- _Records from a data collection_

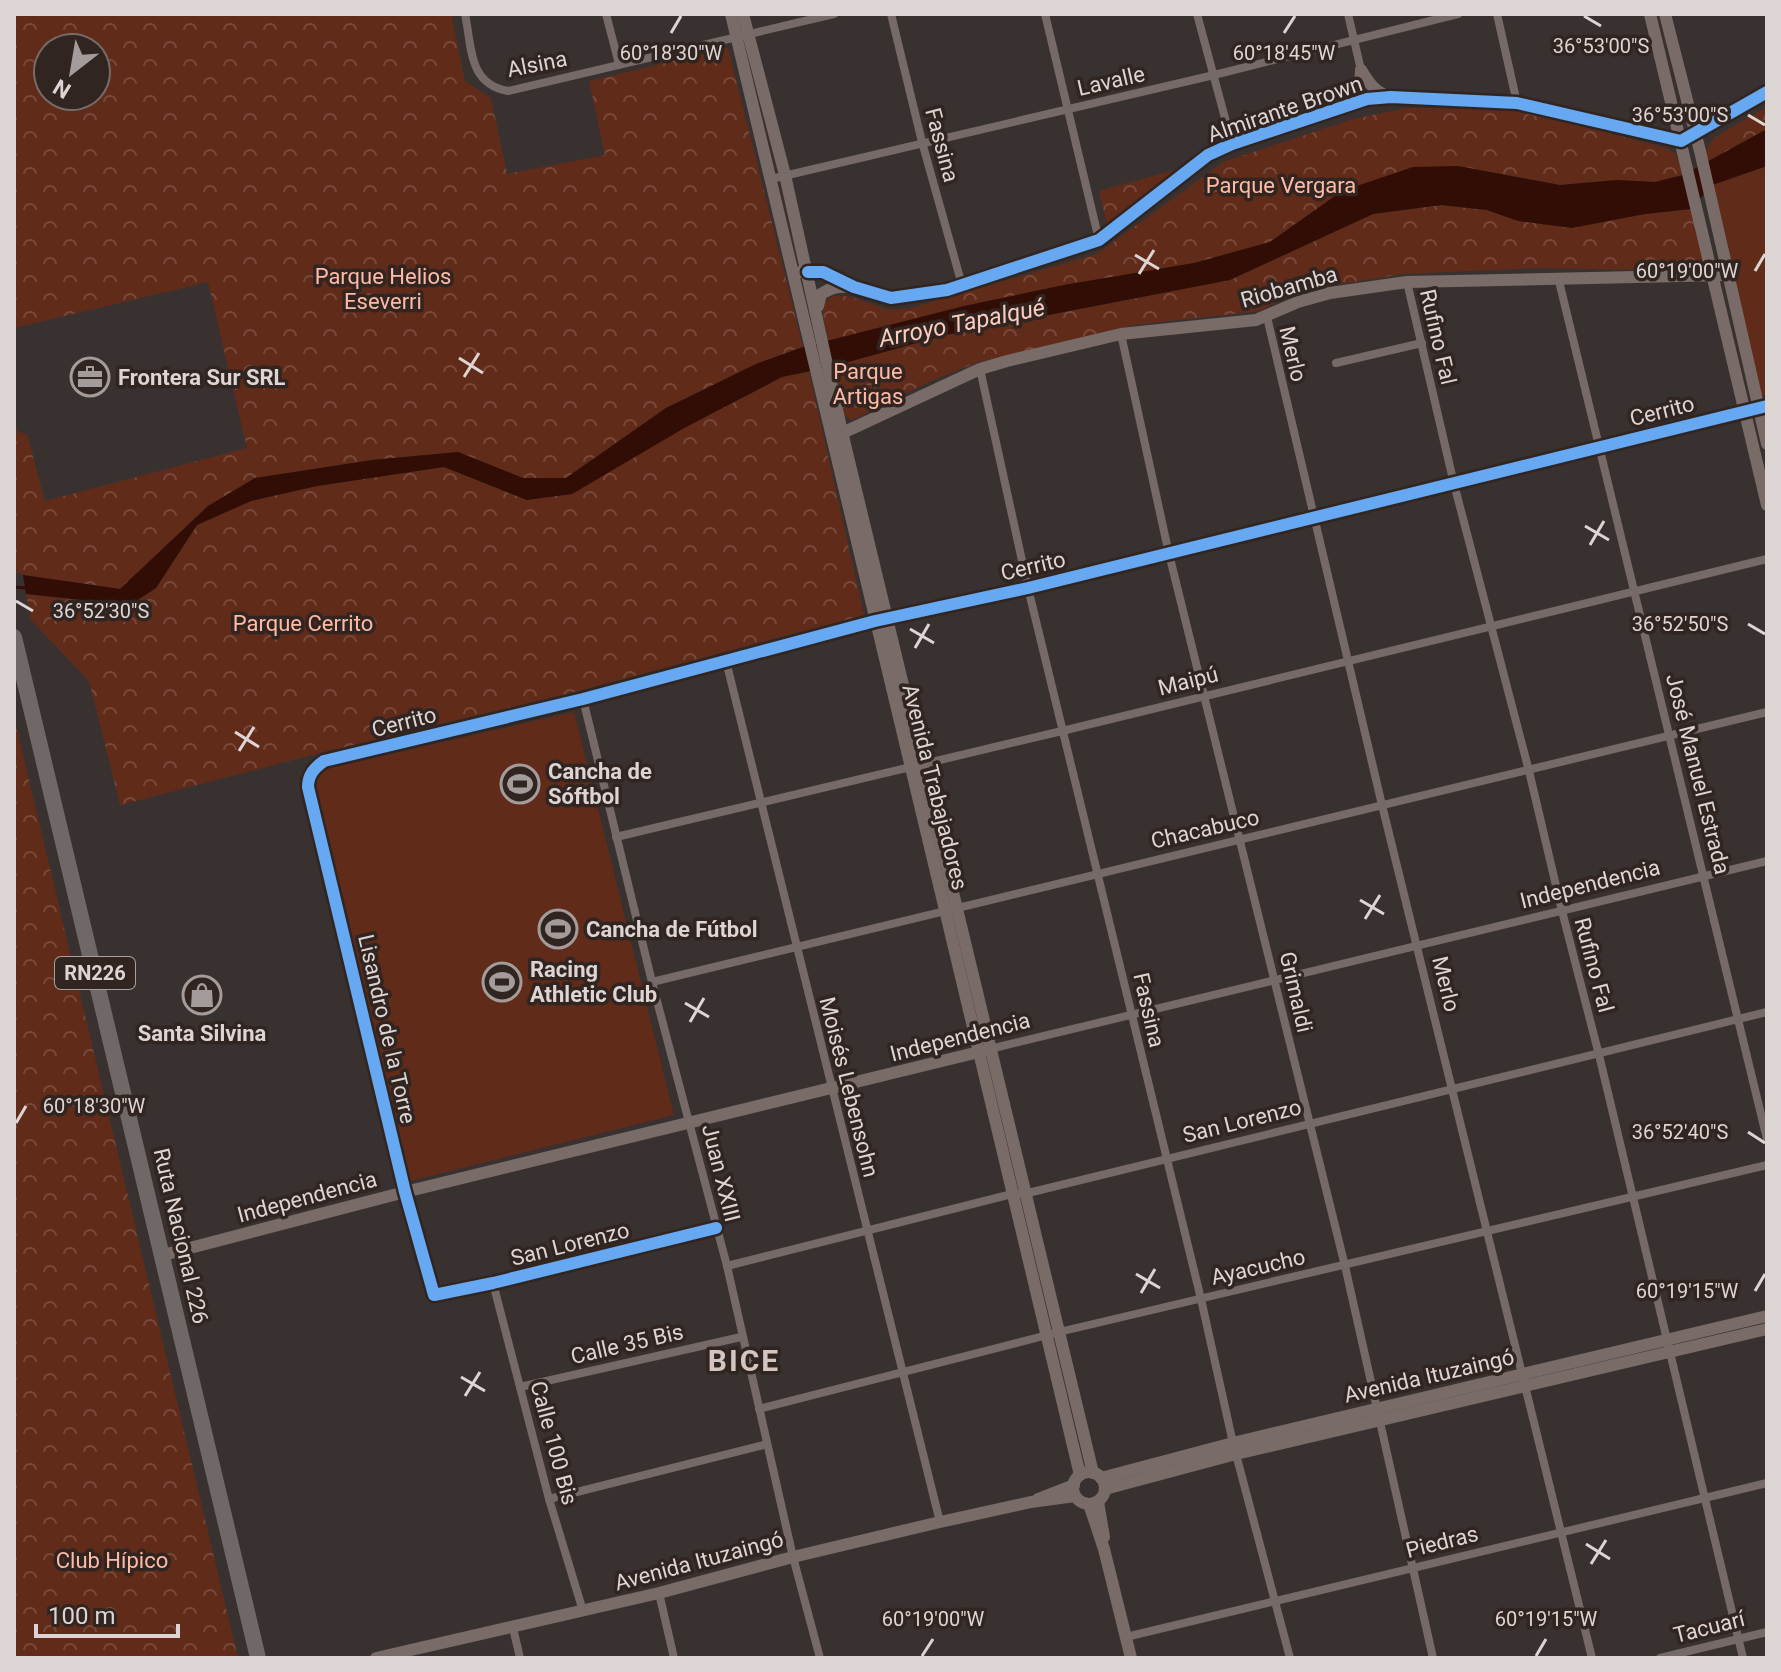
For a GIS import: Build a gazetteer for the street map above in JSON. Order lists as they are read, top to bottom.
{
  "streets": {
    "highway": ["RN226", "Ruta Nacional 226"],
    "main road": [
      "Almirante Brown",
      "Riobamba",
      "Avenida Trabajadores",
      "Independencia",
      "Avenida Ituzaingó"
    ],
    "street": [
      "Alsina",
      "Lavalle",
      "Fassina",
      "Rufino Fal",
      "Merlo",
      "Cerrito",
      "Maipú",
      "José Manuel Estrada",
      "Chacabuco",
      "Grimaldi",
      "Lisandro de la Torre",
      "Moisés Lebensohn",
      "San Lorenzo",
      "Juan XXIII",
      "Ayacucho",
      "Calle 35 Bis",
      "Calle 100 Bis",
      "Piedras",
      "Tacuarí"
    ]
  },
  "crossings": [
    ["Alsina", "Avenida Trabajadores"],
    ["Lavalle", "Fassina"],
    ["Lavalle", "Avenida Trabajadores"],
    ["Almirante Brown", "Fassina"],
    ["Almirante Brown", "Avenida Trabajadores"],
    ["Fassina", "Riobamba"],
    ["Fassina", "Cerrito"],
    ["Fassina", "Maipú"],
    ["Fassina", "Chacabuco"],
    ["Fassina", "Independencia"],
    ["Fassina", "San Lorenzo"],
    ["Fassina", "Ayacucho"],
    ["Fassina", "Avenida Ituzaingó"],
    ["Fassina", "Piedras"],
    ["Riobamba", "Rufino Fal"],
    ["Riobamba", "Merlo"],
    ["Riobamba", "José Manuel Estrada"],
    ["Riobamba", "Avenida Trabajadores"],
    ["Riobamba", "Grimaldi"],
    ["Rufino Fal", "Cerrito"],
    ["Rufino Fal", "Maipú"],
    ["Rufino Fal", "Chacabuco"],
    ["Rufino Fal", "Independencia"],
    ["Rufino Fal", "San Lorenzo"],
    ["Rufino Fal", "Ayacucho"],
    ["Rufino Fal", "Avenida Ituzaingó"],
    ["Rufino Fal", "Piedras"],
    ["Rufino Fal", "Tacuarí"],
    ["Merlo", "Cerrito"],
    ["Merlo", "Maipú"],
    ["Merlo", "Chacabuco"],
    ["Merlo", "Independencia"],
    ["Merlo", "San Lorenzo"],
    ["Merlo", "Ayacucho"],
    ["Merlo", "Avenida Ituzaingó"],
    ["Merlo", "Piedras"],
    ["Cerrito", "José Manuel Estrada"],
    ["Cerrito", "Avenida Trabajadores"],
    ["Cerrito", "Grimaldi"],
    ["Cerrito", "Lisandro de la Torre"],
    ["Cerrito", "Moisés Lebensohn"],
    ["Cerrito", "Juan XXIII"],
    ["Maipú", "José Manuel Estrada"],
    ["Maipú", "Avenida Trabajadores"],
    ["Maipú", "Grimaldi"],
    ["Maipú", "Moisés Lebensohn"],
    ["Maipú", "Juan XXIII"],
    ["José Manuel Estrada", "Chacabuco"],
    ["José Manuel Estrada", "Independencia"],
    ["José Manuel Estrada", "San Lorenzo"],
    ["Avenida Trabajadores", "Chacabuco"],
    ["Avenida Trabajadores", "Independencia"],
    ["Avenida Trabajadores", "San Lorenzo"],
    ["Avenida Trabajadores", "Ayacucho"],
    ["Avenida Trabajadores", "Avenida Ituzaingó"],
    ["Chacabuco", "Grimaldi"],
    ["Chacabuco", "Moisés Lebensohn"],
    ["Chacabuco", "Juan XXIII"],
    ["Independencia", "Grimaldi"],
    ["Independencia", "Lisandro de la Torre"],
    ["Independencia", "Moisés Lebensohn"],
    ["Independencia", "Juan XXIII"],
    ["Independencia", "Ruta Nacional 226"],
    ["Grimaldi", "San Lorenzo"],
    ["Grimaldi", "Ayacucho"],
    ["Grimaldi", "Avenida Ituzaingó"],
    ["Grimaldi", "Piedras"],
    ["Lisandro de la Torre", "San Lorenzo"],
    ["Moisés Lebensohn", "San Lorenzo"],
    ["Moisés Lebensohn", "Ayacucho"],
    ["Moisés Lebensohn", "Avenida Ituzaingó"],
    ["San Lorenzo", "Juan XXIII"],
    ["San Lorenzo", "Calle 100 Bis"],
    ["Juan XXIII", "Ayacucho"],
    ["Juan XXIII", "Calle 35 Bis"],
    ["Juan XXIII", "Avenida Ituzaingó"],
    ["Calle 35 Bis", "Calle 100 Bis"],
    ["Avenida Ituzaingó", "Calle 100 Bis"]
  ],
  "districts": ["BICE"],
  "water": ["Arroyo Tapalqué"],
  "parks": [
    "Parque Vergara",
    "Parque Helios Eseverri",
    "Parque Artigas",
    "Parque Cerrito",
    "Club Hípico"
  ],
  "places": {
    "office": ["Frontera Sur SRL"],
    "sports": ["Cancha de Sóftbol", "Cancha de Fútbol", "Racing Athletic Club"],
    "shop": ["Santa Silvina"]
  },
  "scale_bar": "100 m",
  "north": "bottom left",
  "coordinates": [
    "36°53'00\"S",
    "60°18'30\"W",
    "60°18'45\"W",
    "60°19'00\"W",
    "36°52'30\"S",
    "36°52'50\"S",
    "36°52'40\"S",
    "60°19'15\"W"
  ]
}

- _Exercise brief_
Read through the entries above and copy each line that has the string "Moisés" in it.

- _Answer for this exercise_
      "Moisés Lebensohn",
    ["Cerrito", "Moisés Lebensohn"],
    ["Maipú", "Moisés Lebensohn"],
    ["Chacabuco", "Moisés Lebensohn"],
    ["Independencia", "Moisés Lebensohn"],
    ["Moisés Lebensohn", "San Lorenzo"],
    ["Moisés Lebensohn", "Ayacucho"],
    ["Moisés Lebensohn", "Avenida Ituzaingó"],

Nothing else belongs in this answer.